Este miércoles, el senador por Magallanes, Alejandro Kusanovic (Ind.-exRN), respondió a las críticas de la senadora argentina Cristina López por el paso de un buque militar británico que salió de las Islas Malvinas y recaló en Punta Arenas. Kusanovic afirmó que Chile respalda la soberanía argentina sobre las Malvinas y sus esfuerzos diplomáticos, pero recordó que Argentina apoyó en la década pasada la demanda marítima boliviana, en contra de los intereses chilenos.
Durante más de diez días, la Cancillería argentina, encabezada por el ministro Pablo Quirno, evitó pronunciarse sobre el ingreso del HMS Medway, patrullero de la Royal Navy, en aguas bajo jurisdicción argentina, hecho que ya motivó pedidos de informes en el Congreso y reavivó la disputa histórica por las islas. El vocero presidencial, Adrián Ravier, eludió responder consultas al respecto y señaló que el canciller se pronunciaría en breve, sin añadir detalles. También dijo desconocer si el presidente Javier Milei tiene un retrato de Margaret Thatcher en su despacho, y sostuvo que las referencias del mandatario a la ex primera ministra se circunscriben a su política económica. Tampoco entregó certezas sobre una eventual visita de Milei a Londres a fin de año.

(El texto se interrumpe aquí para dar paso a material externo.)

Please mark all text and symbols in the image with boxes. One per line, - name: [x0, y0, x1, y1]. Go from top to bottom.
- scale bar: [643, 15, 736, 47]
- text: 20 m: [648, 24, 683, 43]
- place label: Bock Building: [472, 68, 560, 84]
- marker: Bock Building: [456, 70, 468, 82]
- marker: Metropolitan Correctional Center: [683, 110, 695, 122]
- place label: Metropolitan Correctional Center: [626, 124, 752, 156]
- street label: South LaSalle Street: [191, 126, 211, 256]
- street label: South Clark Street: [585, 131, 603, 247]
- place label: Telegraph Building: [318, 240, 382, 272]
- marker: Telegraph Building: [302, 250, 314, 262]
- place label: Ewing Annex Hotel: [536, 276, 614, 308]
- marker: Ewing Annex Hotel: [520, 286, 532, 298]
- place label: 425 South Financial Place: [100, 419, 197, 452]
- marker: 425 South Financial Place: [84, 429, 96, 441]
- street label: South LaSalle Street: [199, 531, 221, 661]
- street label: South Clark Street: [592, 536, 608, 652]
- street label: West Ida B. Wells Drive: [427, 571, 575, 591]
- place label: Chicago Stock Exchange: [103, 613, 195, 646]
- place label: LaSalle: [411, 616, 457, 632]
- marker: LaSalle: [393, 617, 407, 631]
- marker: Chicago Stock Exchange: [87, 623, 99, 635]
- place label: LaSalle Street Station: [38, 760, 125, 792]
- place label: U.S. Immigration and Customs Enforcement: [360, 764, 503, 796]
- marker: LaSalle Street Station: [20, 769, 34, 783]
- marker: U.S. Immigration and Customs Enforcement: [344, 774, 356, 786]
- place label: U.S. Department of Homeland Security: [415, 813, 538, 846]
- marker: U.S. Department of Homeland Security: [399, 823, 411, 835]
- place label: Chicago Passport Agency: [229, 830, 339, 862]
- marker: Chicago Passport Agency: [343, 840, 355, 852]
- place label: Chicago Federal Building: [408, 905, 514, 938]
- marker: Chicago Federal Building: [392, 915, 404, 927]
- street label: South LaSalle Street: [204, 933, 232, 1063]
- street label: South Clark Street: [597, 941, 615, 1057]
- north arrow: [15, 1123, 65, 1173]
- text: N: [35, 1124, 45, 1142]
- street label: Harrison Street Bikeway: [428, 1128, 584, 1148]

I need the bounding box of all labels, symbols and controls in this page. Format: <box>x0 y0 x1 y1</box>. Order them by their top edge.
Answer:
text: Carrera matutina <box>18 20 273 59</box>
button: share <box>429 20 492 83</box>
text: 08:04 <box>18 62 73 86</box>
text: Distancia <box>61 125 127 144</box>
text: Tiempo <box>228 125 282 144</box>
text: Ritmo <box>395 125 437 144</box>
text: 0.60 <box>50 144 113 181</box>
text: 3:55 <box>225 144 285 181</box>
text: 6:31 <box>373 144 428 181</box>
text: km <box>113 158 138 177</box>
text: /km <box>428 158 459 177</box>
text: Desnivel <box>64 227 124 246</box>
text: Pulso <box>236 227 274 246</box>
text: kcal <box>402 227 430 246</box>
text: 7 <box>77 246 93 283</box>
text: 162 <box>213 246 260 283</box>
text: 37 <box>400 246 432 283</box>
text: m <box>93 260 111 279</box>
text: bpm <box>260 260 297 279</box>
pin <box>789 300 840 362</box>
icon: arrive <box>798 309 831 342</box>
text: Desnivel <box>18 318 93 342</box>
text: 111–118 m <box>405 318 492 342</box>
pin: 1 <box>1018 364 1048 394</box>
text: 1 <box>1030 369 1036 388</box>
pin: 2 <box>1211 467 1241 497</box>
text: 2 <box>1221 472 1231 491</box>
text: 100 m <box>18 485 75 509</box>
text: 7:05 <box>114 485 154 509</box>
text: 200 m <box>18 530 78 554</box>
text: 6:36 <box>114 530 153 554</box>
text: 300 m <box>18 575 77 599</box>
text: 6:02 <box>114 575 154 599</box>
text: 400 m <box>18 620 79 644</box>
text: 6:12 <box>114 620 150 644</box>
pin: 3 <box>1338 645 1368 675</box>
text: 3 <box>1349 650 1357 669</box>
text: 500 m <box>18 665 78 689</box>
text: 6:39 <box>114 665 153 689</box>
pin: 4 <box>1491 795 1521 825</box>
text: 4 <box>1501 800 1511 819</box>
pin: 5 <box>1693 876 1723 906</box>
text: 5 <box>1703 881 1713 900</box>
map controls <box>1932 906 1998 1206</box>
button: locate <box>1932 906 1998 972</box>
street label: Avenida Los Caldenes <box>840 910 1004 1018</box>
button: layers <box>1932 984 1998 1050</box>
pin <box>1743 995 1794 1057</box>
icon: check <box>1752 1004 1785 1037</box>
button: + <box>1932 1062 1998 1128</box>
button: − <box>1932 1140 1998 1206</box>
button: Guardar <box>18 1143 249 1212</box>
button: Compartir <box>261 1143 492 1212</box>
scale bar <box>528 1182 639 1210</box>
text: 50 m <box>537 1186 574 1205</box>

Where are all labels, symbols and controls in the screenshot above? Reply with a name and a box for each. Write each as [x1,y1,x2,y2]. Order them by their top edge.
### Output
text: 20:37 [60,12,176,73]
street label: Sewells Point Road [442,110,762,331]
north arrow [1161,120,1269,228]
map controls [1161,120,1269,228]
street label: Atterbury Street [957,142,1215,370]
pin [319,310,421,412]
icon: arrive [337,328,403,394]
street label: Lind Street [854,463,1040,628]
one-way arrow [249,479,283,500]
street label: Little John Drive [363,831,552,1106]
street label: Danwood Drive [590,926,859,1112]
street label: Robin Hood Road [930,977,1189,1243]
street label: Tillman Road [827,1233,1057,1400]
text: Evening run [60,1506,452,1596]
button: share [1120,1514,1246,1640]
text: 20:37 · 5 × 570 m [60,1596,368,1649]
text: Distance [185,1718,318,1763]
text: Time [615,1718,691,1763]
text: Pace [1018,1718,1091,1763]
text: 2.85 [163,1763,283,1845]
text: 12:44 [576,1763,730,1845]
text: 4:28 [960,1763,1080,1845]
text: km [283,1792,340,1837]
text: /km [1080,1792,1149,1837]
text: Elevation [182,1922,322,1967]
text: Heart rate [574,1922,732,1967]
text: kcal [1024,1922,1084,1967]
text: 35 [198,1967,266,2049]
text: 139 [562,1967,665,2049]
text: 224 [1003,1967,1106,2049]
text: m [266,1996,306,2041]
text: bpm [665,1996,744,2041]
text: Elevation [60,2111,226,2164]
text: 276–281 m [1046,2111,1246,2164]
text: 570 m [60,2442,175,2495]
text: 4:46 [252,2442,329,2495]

Según los antecedentes, el HMS Medway zarpó el 4 de julio desde Malvinas rumbo a Punta Arenas para reabastecimiento. En su trayecto cruzó áreas bajo soberanía argentina frente a Santa Cruz y Tierra del Fuego presuntamente sin la notificación formal con 48 horas de antelación que establece el Acuerdo de Madrid II de 1990. La Armada Argentina detectó el movimiento, informó a la Cancillería y escoltó la nave durante el recorrido. Desde el Reino Unido sostienen que sí hubo comunicación de los movimientos del buque; autoridades argentinas replican que solo existió un aviso informal y que Cancillería, Defensa y el Estado Mayor Conjunto no recibieron una notificación en tiempo y forma. Voceros británicos señalaron que se trató de una travesía logística rutinaria en apoyo al British Antarctic Survey, destinada al transporte de provisiones y suministros, y que la comunicación fue efectiva.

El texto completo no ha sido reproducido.